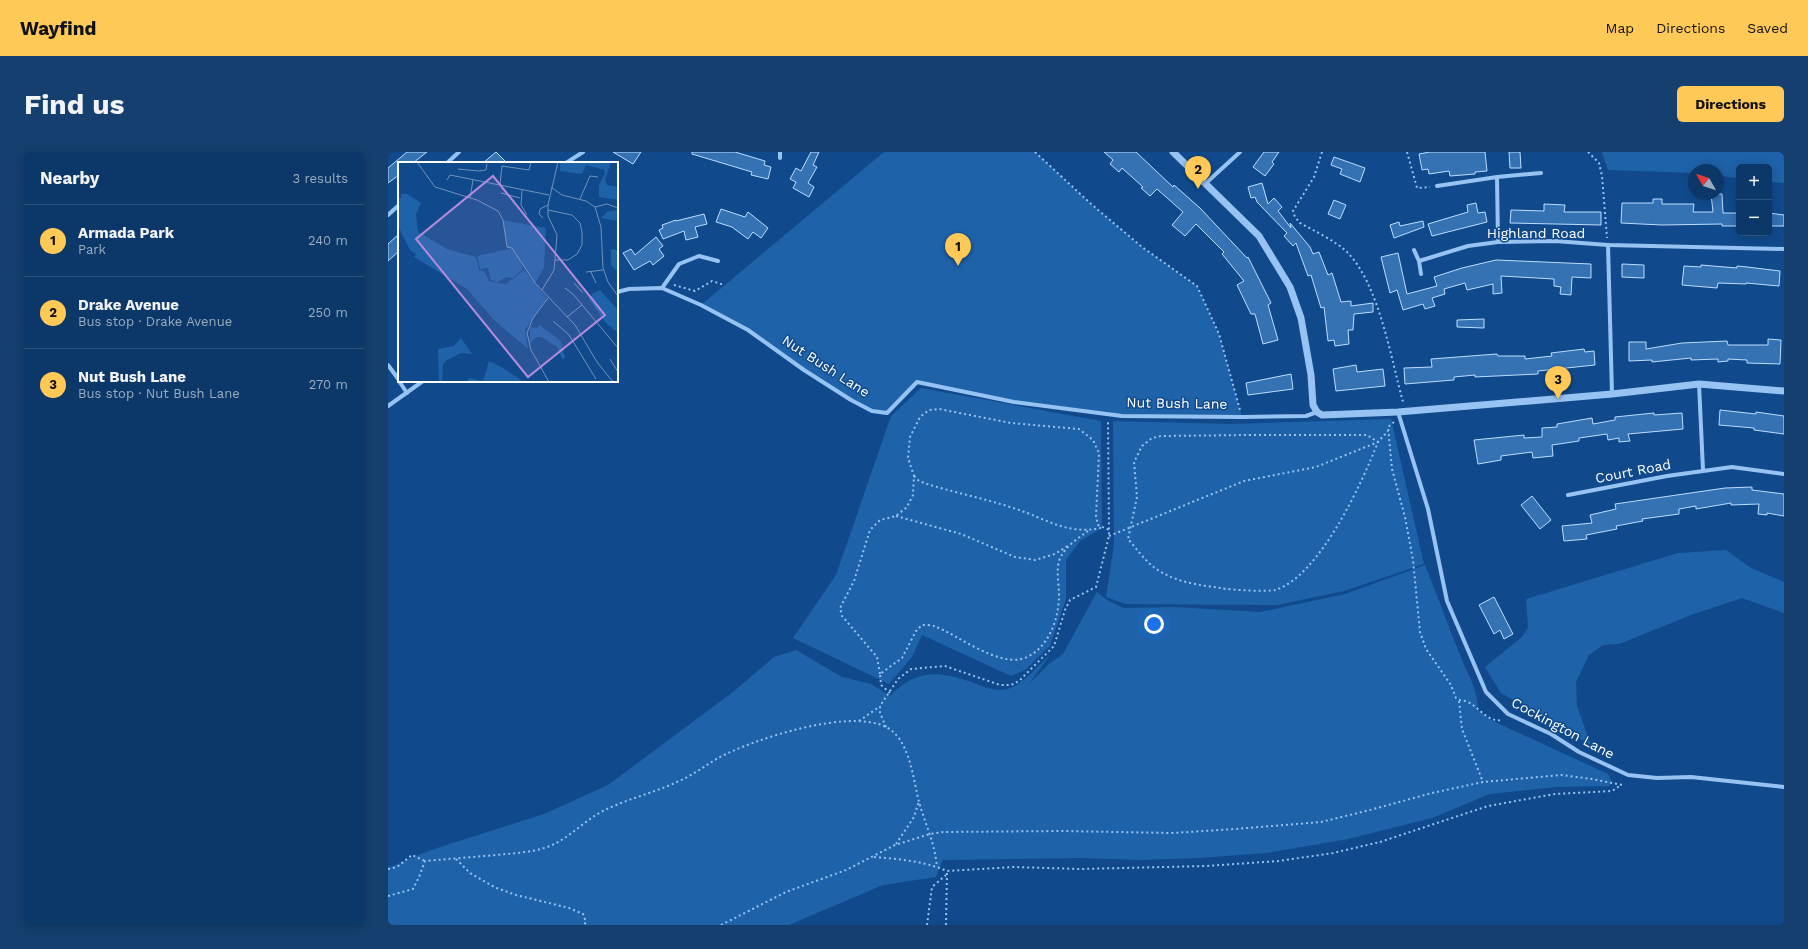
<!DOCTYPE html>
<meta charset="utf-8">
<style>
body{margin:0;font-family:"Work Sans",sans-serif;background:#153f6f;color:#f1f3f6}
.controls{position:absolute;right:12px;top:12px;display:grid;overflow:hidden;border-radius:6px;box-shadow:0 2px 10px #0003}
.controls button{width:36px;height:36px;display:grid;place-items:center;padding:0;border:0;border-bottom:1px solid #2c527d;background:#0c3869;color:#f1f3f6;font:20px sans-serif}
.compass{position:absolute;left:1300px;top:12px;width:36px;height:36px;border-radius:50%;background:#0c3869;box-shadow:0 2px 10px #0003;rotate:309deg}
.you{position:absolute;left:766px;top:472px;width:14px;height:14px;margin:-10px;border:3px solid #fff;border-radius:50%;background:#1a73e8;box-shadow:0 0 0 6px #1a73e833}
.badge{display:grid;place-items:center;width:26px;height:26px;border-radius:50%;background:#ffc958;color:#111;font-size:13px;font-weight:700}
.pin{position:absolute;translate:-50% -33px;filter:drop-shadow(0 1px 2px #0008)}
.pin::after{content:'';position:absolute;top:21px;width:14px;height:12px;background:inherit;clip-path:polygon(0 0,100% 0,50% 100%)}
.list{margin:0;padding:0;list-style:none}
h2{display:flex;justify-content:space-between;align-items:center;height:52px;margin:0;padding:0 16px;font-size:17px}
h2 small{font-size:13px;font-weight:400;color:#9aacc0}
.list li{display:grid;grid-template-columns:26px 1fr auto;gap:12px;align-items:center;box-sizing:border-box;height:72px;padding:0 16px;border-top:1px solid #2c527d}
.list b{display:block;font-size:15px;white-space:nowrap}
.list p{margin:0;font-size:13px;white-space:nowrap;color:#9aacc0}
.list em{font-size:13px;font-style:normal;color:#9aacc0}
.map{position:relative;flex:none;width:1396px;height:773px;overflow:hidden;border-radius:6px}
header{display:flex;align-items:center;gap:24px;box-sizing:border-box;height:56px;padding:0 20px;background:#ffc958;color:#111}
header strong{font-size:19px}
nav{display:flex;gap:22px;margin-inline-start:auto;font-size:14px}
.intro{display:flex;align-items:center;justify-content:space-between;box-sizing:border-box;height:96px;padding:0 24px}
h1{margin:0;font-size:28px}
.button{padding:10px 18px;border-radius:6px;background:#ffc958;color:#111;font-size:14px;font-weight:700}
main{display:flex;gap:24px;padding:0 24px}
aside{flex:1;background:#0c3869;border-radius:6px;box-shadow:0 2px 10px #0003}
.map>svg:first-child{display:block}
</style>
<header>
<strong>Wayfind</strong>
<nav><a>Map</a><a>Directions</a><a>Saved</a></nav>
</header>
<div class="intro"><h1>Find us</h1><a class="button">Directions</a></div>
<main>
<aside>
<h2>Nearby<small>3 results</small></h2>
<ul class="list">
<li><span class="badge">1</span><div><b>Armada Park</b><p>Park</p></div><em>240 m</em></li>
<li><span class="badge">2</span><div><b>Drake Avenue</b><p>Bus stop · Drake Avenue</p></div><em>250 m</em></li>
<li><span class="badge">3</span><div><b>Nut Bush Lane</b><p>Bus stop · Nut Bush Lane</p></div><em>270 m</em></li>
</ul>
</aside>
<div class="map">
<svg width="1396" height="773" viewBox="0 0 1396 773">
<rect width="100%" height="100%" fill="#104a8c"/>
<!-- green -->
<g fill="#1e62a9">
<path d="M496,0H647L702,51L754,95L809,134L831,182L854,265L734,264L626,250L529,230L499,261L484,259L463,248L360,178L313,153Z"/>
<path d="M1214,0H1396V31L1381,30V15H1351V26L1330,24V18H1306V21L1220,18Z"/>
<path d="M533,236L713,269L714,376L692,389L678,408V447L662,494L637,518L623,524L534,483L524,505L501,532L405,486L448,423L503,264Z"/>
<path d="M1003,267L1036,412L956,439L889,453L738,452L718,445L726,393L725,269L842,272Z"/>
<path d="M1338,398L1363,416L1396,430V461L1354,446L1303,463L1231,492L1215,493L1201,503L1188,530L1189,554L1203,593L1113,541L1097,515L1134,485L1140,476L1138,447L1290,401Z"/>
<path d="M1037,413C1049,443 1060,473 1072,503C1080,524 1089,534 1090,558L1105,569L1220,622L1224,631L1221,634L1169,635L1102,642L1044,666L960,687L879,701L811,706L753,708L692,706L555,708L548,725L495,733L401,773H0V716L43,698L156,662L220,633L345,540L386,505L408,498L454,525L483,532L502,544C528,516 553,519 586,531C596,535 607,540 619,537C633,534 651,513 662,503L640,533L661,512L675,502L709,440L719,448L735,456L786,455L872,460L957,442Z"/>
</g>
<!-- building -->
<g fill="#3472b4" stroke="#beddfd">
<path d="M19,0H39L25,11H11V23L0,31V16Z"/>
<path d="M108,0L119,11H95Z"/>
<path d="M225,0H253L245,12Z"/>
<path d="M304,0H347L377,9L376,13L383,15L380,27L363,23L364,20L304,2Z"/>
<path d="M423,0H431L425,13L429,15L420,31L426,35L421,45L405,36L408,30L402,27L408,16L413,19Z"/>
<path d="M716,0H748L785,35L786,33L812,56L859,106L860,105L883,151L880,153L890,188L875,192L867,162H863L849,133L856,129L834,102L836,100L808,72L797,84L784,73L795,60L769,37L762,44L753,36L755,35L734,16L731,20L722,12L725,8Z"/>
<path d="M876,0H891L884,10L886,12L877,24L865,15Z"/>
<path d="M1042,0H1097L1099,19L1087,20V22L1062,24L1061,19L1041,22L1040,17L1034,18L1031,2Z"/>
<path d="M1121,0H1132L1133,16H1122Z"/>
<path d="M946,5L977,16L972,30L952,22L954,17L943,13Z"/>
<path d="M874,31L880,52L886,46L894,55L890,59L903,76L902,71L922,95L925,102L931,100L940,123L944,121L953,150L963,149V154L985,151V160L966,162L965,178H960L961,192L947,194L946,188L940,189L936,155L933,156L923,123L920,124L908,91L905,94L896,84L899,81L869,50L867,45L863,46L860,35Z"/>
<path d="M1323,42H1334L1335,61H1351V74H1334V72L1274,73L1233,71L1234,51H1265V47H1274V52H1306L1305,60H1325Z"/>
<path d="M946,48L958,53L952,67L940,62Z"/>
<path d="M1088,51L1090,61L1097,60L1099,70L1044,84L1040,72L1080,60L1079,53Z"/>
<path d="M1156,52L1177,53L1176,60H1213V73L1122,71L1123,58L1156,59Z"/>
<path d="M333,57L357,65L360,60L380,76L373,86L365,80L360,87L344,75L328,70Z"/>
<path d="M1381,61L1396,63V74H1381Z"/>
<path d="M316,62L319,72L307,75L310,85L298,88L296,79L275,87L271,78L275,76L274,73L288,68V69Z"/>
<path d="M1035,69L1036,75L1006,86L1002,73L1011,70L1012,74Z"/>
<path d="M11,82V99L0,109V92Z"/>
<path d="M268,85L275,94L271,97L276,104L265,113L262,109L246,118L235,101L243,97L247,103Z"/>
<path d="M1010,101L1019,142L1049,134L1046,125L1074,116L1108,108L1203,112V126L1184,125L1183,143L1172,142L1173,135L1166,134V127L1113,124L1114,141L1105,142V132L1079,138L1077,131L1056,137L1057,142L1044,146L1047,154L1037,157L1035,152L1015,158L1009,138L1002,141L993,105Z"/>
<path d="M1234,112L1256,113V126L1234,125Z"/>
<path d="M1313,113L1349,116V114L1359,115L1392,119L1391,134L1358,131V132L1330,131L1329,136L1294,133L1296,114L1313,115Z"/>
<path d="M1096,167V176L1069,175V168Z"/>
<path d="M1380,187L1393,188L1392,212L1359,211V208L1340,207V209L1330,210V207L1303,208V206L1264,210V208L1241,209V190H1258V197L1294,191L1339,189L1340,193H1380Z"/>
<path d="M1196,197L1197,200L1206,199L1207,213L1150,219V222L1087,225V223L1066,225V228L1017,232L1016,216L1044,215L1043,207L1109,202L1110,204H1137V207L1164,204L1163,201Z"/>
<path d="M968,213L969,220L995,217L997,234L948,239L945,217Z"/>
<path d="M903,222L905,237L860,243L858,231Z"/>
<path d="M1332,258L1368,262V260L1396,264V282L1366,278V276L1331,273Z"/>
<path d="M1266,261V263L1294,261L1295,277L1240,282L1242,289L1231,290V286L1220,288L1219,282L1191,286V289L1164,293L1165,304L1145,306L1144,300L1113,304V308L1090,312L1086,288L1136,283V286L1154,285V276L1169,275V272L1204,266L1205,272L1227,268V265Z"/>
<path d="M1364,335V338L1396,342V364L1379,361V363L1370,362L1371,352L1343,353V351L1308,357V354L1291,357V362L1254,367L1255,369L1228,374L1229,377L1198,383L1199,387L1176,389L1174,374L1204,371L1202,363L1228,357L1227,352L1337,336Z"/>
<path d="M1144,344L1163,368L1152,377L1133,353Z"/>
<path d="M1106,445L1125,482L1116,487L1112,478L1106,482L1091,453Z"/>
</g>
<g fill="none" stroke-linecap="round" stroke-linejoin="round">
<!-- path -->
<g stroke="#97c3f2" stroke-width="2" stroke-dasharray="2 3" stroke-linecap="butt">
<path d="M647,0L702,51L754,95L809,134L831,182L852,258"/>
<path d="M934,0L926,25L905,59L907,65L912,71C925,78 949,90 959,100C991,132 1003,207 1015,250"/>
<path d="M1019,0L1029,36L1042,35"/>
<path d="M1200,0L1211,11L1214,24L1219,86"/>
<path d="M286,133L307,139L324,129L336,133"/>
<path d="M1006,270L1000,275L1004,317L1017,365L1025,408L1032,480L1038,497L1063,533L1068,546C1072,549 1076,548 1080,550C1092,556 1100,571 1115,568"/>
<path d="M861,283H979L990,290C974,331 931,425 887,438C880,440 842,438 833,436C810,433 786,430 767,416C757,409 748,396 740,387L749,345L746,310L754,294L764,286L773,284Z"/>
<path d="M526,324L531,329L539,332C568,341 599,347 628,357C659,367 678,383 713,376"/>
<path d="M508,364L573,382L627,405L647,408L667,402L681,393"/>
<path d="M721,384L856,329L928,315L990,290L1000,279"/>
<path d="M492,522L489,505L454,464L452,456L466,429L482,378L492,368L508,364L519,355L525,343L526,324L520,306L522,285L532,265L541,258L551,257L623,271L691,277L705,288L711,301L708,364L710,373L721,378"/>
<path d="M502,541L493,533L492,522L514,506L528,479L534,473C538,473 543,473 546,474C569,482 613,518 639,505C661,495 671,466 671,443C671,432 668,420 671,409C676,395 689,387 700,379"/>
<path d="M1071,549L1074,577L1095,630"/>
<path d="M471,569L491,555"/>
<path d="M498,575L492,561V554L510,527L523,517L557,514L612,533H623L631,529L666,494L677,458L682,448L708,435L721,384L720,269"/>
<path d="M508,692L526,665L531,649"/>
<path d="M486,705C511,707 536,709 559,719L626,715L693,717L818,714L891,709L945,701L992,690L1100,654L1167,642L1224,639L1233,633"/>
<path d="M68,707L82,721L106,735L128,743L181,756L195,762L198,770L196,773"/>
<path d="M0,717L9,715L24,703L37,709"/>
<path d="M0,744L25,737L31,725L37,709C61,707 84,705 108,703C126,701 144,701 162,694C181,686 195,670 213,660C238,647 266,641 291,629C305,623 317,614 330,606C366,587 460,556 498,575C522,587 525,627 531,650C537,671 547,692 549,715"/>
<path d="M333,773L398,740L458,718L507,693L542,682L555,680L674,679L785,681L847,677L933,670L982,658L1044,641L1095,630L1173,623L1204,627L1234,633"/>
<path d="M539,773L544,735L558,723"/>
<path d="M558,773L559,719"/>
</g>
<!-- minor -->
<g stroke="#97c3f2" stroke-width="4">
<path d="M392,0V6"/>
<path d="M59,11L71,0"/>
<path d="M178,11L195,0"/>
<path d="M1109,25L1110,90"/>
<path d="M818,31L852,0"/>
<path d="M1049,34L1109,25L1153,21"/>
<path d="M0,63L11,53"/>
<path d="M1220,93L1224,242"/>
<path d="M1026,98L1031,109L1033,122"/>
<path d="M1031,109L1080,94L1110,90L1167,89L1220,93L1396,97"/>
<path d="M274,136L291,112L311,104L330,109"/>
<path d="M229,140L241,137L274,136L313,153L360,178L416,218L463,248L484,259L499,261L529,230L626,250L734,264L854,265L918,264L929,260"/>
<path d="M0,213L11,228"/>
<path d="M11,229L19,241"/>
<path d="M1311,232L1315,318"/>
<path d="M0,254L35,229"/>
<path d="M1010,260L1040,357L1059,449L1098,540L1120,562L1163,582L1191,600L1240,623L1269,626L1303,625L1396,635"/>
<path d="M1180,343L1279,324L1344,315L1396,322"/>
</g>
<!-- tertiary -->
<path stroke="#97c3f2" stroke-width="7" d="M785,0L871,84L902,135L913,166L923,223L925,253L929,260L934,263L1010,260L1224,242L1311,232L1396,239"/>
</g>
<g text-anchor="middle" stroke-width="3" stroke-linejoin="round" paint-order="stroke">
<!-- street labels -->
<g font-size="14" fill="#fff" stroke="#104a8c">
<text x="1148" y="86">Highland Road</text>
<text transform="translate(438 214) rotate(33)" y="5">Nut Bush Lane</text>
<text transform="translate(789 251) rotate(1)" y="5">Nut Bush Lane</text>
<text transform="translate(1245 319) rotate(-11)" y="5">Court Road</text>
<text transform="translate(1175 576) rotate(28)" y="5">Cockington Lane</text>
</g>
</g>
<!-- overview -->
<g transform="translate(10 10)">
<rect width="220" height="220" fill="#104a8c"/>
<path d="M162,0H213L207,18L209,23L220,25V38L201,35V23L207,11L206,8L188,3L184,12L162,9ZM3,32H9L23,41L18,52L20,70L49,87L78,95L81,108L87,110L91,119L108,122L126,108L149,136L127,168L130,187L96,158L69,127L16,95L18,92L12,88L0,64V36H3ZM220,48V59L203,56L209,50ZM105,58L148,66L146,106L137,121L122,100L125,107L115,116L109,115L99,120L93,118L90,106L82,107L79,94L114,86L109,85ZM217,87L220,90V110L213,103V88ZM202,128L220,148V171L207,160L191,137L195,131ZM142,163L163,179L167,196L164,197L159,185L143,175H138L132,182V165L139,166ZM63,176L74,192L63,191L49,198L45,202L44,220H41L40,187L56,184ZM91,199L103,205L126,220H69L71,216L85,219Z" fill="#1e62a9"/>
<path fill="none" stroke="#7092ba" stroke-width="1" d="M19,0L37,25L79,38L100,49L105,58L109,85L114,86L137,121L177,163L199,200L215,220M60,7L81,9L88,8L89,2M49,18L52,13L151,33M102,22L104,4L131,8L133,0M153,25L164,33L188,39L197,45L209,42L220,46M124,28L123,43L129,53M103,31L122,36M72,36L75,18M182,37L192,14L200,15M197,45L203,65L205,106L210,120L220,134M150,48L174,53L182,61L184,70V83L179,92L170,98H157M145,56L141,52L142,47L150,43M188,110L205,108M193,110L198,121M176,121L185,131M167,126L175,132L220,186M144,128L156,108L159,73L150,54V43L160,0M150,136L135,156L129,171L133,188L151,220M169,155L184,143M155,159L171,173L198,217M212,197L220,210"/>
<path fill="#b68bdc" fill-opacity="0.15" stroke="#b68bdc" stroke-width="2" d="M95,14L207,153L130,215L18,77Z"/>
<rect width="220" height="220" fill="none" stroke="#fff" stroke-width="2"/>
</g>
</svg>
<div class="controls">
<button>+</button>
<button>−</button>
</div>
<svg class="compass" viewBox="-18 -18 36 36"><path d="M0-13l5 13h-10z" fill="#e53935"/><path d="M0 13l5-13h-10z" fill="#9aacc0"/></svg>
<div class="you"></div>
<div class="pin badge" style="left:570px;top:114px">1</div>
<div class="pin badge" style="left:810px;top:37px">2</div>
<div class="pin badge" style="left:1170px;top:247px">3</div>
</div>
</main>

-------

• [The problem] Every line above that carries the string "radius" should be copied.

• [Task solution]
.controls{position:absolute;right:12px;top:12px;display:grid;overflow:hidden;border-radius:6px;box-shadow:0 2px 10px #0003}
.compass{position:absolute;left:1300px;top:12px;width:36px;height:36px;border-radius:50%;background:#0c3869;box-shadow:0 2px 10px #0003;rotate:309deg}
.you{position:absolute;left:766px;top:472px;width:14px;height:14px;margin:-10px;border:3px solid #fff;border-radius:50%;background:#1a73e8;box-shadow:0 0 0 6px #1a73e833}
.badge{display:grid;place-items:center;width:26px;height:26px;border-radius:50%;background:#ffc958;color:#111;font-size:13px;font-weight:700}
.map{position:relative;flex:none;width:1396px;height:773px;overflow:hidden;border-radius:6px}
.button{padding:10px 18px;border-radius:6px;background:#ffc958;color:#111;font-size:14px;font-weight:700}
aside{flex:1;background:#0c3869;border-radius:6px;box-shadow:0 2px 10px #0003}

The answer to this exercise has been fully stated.